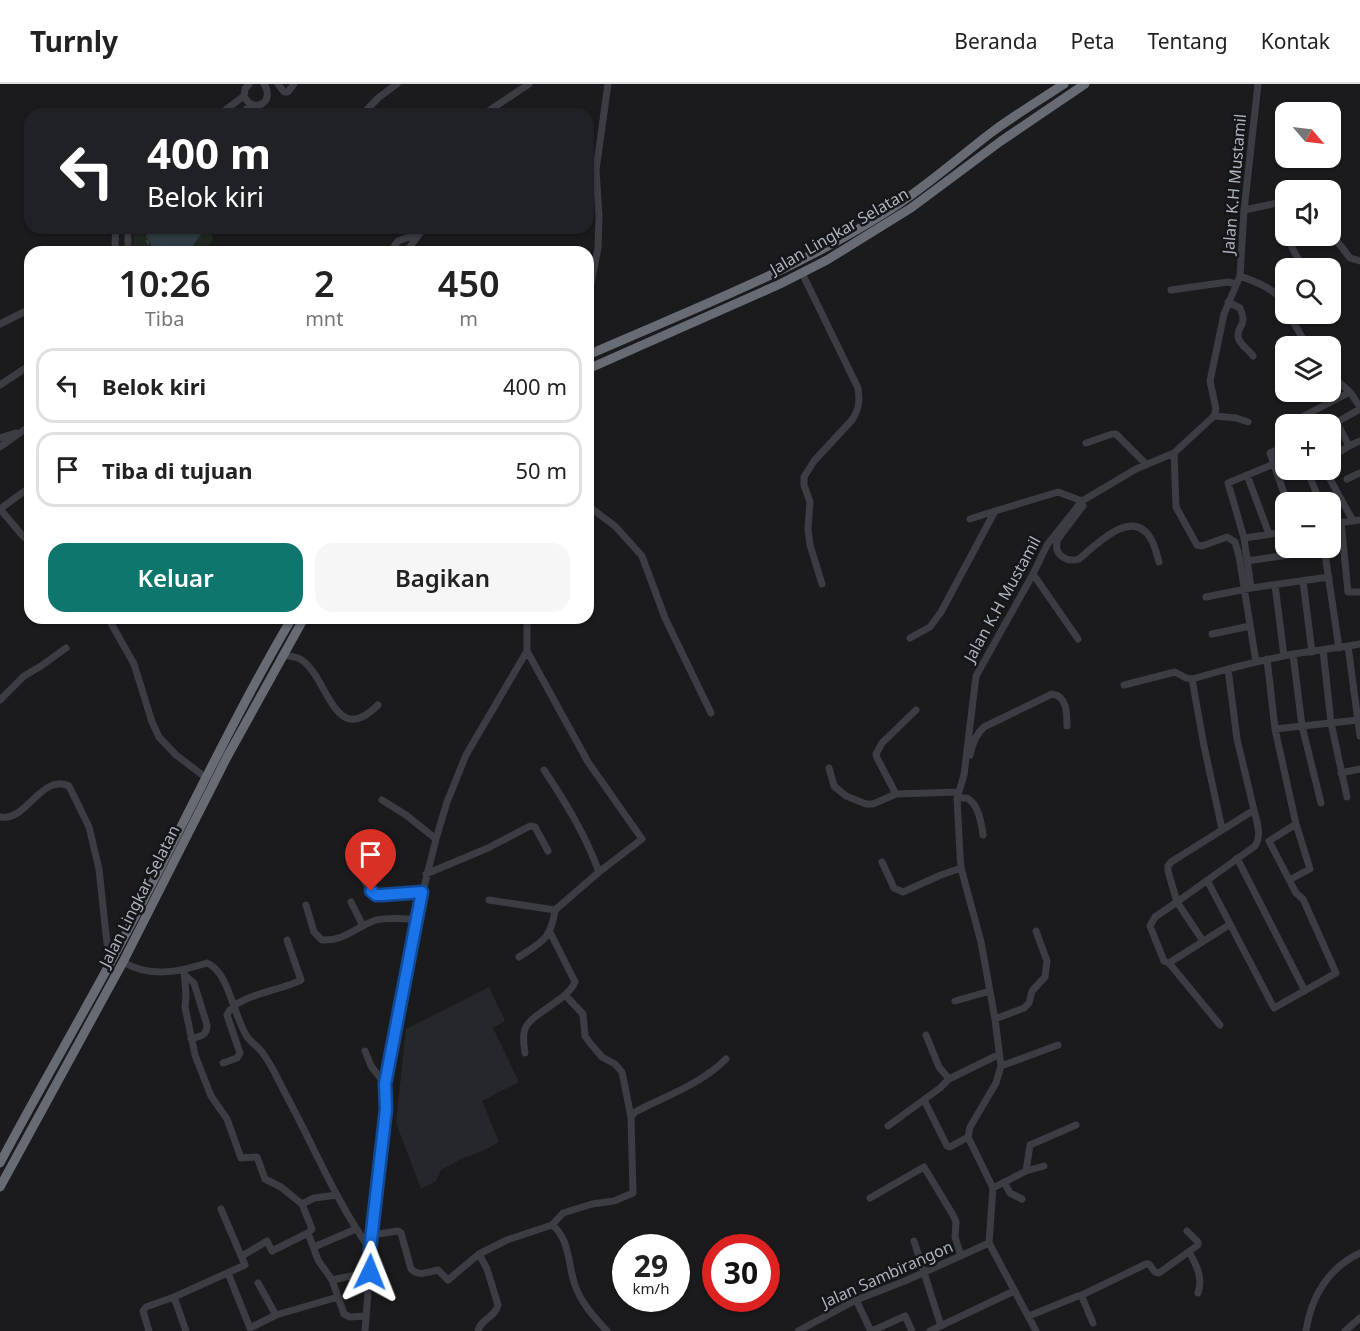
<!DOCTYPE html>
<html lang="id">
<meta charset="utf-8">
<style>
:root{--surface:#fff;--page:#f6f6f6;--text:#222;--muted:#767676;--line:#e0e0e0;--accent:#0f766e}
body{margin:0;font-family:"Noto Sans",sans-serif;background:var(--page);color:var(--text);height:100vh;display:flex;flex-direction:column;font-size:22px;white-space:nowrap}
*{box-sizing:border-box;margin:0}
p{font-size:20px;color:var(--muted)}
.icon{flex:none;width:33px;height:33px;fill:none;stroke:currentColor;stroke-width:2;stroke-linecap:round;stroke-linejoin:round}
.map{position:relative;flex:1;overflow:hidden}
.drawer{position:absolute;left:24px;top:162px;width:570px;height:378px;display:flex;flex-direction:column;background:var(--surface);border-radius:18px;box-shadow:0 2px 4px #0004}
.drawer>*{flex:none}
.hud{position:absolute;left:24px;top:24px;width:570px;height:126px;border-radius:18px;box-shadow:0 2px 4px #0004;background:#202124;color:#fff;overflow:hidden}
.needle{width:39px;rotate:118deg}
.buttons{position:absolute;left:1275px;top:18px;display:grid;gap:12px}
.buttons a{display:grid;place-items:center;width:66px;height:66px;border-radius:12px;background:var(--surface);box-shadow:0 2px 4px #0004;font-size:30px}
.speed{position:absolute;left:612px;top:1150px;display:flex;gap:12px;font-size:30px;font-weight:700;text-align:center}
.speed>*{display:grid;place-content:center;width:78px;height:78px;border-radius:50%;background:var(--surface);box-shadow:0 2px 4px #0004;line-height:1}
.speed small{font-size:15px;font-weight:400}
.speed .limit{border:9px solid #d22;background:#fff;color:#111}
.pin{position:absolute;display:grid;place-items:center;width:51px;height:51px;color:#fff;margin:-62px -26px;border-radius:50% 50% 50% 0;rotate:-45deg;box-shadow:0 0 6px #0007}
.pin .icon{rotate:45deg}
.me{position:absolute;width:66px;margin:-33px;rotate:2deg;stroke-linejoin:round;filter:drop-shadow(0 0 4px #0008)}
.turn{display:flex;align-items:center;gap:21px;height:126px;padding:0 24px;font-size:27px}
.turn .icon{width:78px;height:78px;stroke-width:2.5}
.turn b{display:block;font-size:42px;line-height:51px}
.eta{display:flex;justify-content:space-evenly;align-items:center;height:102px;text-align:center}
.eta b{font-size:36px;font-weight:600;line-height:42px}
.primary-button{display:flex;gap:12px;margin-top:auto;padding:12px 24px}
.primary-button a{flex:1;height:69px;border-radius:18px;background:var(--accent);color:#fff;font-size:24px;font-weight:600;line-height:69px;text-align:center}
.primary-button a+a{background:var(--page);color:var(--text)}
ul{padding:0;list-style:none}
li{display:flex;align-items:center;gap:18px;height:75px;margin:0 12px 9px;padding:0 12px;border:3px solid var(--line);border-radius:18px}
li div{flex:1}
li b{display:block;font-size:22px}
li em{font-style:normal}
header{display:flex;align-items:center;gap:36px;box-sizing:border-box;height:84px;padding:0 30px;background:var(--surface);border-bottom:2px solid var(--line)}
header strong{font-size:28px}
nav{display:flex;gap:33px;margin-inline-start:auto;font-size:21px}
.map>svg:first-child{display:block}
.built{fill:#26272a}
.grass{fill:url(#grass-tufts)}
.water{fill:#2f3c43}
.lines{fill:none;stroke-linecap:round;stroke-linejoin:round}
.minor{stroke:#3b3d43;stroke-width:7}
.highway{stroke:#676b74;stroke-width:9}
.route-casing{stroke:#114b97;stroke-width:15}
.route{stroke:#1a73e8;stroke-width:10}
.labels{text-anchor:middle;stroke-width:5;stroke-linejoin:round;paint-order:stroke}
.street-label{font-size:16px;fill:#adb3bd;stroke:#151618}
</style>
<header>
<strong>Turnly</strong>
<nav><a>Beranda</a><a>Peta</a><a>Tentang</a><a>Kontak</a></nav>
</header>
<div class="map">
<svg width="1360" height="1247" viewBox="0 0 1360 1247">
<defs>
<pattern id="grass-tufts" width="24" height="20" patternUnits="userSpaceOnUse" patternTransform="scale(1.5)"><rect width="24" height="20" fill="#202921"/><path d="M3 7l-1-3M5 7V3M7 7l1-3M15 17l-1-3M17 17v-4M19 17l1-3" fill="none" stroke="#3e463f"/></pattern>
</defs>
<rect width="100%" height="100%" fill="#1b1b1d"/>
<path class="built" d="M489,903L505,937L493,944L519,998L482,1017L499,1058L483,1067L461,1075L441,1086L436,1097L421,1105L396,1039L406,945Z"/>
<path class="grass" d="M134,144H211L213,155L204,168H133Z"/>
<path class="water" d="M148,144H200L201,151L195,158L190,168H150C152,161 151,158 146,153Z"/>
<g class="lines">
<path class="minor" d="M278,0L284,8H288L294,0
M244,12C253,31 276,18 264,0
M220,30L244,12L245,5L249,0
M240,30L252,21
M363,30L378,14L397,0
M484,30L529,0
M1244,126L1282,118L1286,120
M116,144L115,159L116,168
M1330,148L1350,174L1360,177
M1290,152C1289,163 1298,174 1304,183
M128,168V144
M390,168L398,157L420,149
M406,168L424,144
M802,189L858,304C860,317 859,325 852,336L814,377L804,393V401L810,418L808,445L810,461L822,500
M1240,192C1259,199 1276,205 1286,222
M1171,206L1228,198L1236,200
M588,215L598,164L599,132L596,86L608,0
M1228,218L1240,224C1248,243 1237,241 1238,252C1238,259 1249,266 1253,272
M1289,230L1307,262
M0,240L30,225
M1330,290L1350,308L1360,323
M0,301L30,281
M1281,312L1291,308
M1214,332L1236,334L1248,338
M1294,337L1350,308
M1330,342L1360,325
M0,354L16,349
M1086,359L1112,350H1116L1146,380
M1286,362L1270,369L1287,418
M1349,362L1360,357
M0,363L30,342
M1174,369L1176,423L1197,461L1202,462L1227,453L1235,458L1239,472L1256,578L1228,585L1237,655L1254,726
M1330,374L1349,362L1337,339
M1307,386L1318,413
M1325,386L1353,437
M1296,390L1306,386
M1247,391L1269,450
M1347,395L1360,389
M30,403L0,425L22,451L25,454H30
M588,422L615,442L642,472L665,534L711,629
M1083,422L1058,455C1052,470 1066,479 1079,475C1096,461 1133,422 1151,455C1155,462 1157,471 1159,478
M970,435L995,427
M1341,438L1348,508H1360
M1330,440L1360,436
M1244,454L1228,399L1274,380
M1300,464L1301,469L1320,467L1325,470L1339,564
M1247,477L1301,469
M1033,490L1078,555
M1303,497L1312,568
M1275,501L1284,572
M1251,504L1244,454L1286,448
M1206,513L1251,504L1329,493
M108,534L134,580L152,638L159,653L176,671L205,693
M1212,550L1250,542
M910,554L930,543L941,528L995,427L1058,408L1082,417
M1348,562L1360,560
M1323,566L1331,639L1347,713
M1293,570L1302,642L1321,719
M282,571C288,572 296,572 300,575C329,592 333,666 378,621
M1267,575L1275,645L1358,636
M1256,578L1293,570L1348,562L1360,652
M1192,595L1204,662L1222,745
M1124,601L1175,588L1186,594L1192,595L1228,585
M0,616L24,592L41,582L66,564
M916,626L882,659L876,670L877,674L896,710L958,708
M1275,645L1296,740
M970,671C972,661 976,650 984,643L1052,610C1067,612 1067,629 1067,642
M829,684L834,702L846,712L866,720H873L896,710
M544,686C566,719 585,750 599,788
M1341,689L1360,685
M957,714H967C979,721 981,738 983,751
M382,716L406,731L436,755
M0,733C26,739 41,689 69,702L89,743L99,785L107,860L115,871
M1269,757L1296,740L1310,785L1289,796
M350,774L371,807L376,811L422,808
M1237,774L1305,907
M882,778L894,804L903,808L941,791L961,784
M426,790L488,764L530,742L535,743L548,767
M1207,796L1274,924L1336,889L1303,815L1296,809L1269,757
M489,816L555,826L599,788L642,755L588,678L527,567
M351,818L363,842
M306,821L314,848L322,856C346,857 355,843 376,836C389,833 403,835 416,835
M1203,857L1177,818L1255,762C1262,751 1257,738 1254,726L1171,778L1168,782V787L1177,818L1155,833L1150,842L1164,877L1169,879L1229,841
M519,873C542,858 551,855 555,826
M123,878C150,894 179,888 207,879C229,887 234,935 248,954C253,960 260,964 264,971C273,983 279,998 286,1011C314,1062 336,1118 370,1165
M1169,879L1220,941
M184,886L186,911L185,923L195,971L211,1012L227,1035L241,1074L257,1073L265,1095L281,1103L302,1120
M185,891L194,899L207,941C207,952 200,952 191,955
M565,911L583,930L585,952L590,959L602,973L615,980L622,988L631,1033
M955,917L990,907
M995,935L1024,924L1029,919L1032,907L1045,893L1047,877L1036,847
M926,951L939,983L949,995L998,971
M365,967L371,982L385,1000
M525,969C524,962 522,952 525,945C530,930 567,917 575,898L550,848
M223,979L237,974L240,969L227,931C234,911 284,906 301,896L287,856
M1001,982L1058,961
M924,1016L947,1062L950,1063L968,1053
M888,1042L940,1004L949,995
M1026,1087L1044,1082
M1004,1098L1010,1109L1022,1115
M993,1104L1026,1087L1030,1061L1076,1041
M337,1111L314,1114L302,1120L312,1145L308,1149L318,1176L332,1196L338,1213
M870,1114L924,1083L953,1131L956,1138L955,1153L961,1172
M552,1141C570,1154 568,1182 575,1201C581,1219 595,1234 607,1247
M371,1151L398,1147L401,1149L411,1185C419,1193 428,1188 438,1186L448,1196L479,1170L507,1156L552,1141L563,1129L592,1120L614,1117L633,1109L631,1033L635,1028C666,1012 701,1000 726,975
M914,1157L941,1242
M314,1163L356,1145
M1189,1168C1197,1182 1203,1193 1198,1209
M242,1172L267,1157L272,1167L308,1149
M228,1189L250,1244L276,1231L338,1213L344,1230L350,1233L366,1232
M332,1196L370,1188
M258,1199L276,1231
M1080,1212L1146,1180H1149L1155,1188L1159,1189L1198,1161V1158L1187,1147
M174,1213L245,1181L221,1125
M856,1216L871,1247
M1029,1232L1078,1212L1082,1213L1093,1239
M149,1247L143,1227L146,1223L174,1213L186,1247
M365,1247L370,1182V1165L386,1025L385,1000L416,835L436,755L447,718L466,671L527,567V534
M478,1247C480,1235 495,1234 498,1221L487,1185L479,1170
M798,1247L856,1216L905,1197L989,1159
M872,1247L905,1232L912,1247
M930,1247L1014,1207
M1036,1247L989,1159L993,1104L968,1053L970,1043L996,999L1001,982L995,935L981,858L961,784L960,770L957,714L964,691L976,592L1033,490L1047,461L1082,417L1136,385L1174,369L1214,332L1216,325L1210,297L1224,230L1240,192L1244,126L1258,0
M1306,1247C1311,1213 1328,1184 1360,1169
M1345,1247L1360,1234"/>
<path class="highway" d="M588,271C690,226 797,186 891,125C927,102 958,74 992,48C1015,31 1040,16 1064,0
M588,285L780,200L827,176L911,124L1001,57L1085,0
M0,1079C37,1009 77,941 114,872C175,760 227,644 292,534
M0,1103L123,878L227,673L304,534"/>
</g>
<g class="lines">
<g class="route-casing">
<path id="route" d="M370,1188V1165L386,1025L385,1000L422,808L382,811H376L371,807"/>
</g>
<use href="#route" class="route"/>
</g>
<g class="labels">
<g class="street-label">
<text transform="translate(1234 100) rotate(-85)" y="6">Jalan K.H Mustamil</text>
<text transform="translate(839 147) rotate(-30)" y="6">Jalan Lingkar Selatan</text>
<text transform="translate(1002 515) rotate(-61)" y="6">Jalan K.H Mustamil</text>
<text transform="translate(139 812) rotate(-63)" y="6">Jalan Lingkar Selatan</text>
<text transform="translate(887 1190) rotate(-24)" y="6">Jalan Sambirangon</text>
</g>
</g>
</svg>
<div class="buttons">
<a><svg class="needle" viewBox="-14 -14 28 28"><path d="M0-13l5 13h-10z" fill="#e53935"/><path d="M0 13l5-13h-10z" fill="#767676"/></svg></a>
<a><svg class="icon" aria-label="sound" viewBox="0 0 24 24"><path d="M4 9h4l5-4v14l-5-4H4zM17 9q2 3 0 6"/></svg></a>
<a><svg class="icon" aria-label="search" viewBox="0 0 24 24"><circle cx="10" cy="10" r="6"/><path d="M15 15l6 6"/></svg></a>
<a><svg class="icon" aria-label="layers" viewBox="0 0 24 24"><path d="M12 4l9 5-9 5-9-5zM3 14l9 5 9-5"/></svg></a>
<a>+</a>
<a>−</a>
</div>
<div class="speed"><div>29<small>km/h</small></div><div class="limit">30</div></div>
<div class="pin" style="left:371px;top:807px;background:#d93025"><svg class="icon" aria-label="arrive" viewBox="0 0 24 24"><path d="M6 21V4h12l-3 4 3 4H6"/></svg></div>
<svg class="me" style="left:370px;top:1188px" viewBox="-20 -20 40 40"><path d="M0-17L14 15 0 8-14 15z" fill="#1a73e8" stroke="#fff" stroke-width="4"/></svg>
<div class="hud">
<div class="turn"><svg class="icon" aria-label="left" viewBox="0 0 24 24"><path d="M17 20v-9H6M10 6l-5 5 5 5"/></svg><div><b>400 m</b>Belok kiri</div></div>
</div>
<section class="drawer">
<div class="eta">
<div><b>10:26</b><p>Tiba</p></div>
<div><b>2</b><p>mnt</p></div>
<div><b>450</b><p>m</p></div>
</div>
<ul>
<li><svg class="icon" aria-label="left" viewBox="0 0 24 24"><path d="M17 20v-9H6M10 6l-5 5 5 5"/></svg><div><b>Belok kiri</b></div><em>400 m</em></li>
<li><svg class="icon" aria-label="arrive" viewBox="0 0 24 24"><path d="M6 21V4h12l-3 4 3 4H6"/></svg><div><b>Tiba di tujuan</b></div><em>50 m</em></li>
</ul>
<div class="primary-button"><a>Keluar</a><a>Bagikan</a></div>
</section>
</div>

+++

■ Work to be completed
Return, unchanged, the run of lines above that opens with the line containing "M108,534L134,580L152,638L159,653L176,671L205,693" and closes with the line containing "M955,917L990,907". Include both.

■ Finished exercise
M108,534L134,580L152,638L159,653L176,671L205,693
M1212,550L1250,542
M910,554L930,543L941,528L995,427L1058,408L1082,417
M1348,562L1360,560
M1323,566L1331,639L1347,713
M1293,570L1302,642L1321,719
M282,571C288,572 296,572 300,575C329,592 333,666 378,621
M1267,575L1275,645L1358,636
M1256,578L1293,570L1348,562L1360,652
M1192,595L1204,662L1222,745
M1124,601L1175,588L1186,594L1192,595L1228,585
M0,616L24,592L41,582L66,564
M916,626L882,659L876,670L877,674L896,710L958,708
M1275,645L1296,740
M970,671C972,661 976,650 984,643L1052,610C1067,612 1067,629 1067,642
M829,684L834,702L846,712L866,720H873L896,710
M544,686C566,719 585,750 599,788
M1341,689L1360,685
M957,714H967C979,721 981,738 983,751
M382,716L406,731L436,755
M0,733C26,739 41,689 69,702L89,743L99,785L107,860L115,871
M1269,757L1296,740L1310,785L1289,796
M350,774L371,807L376,811L422,808
M1237,774L1305,907
M882,778L894,804L903,808L941,791L961,784
M426,790L488,764L530,742L535,743L548,767
M1207,796L1274,924L1336,889L1303,815L1296,809L1269,757
M489,816L555,826L599,788L642,755L588,678L527,567
M351,818L363,842
M306,821L314,848L322,856C346,857 355,843 376,836C389,833 403,835 416,835
M1203,857L1177,818L1255,762C1262,751 1257,738 1254,726L1171,778L1168,782V787L1177,818L1155,833L1150,842L1164,877L1169,879L1229,841
M519,873C542,858 551,855 555,826
M123,878C150,894 179,888 207,879C229,887 234,935 248,954C253,960 260,964 264,971C273,983 279,998 286,1011C314,1062 336,1118 370,1165
M1169,879L1220,941
M184,886L186,911L185,923L195,971L211,1012L227,1035L241,1074L257,1073L265,1095L281,1103L302,1120
M185,891L194,899L207,941C207,952 200,952 191,955
M565,911L583,930L585,952L590,959L602,973L615,980L622,988L631,1033
M955,917L990,907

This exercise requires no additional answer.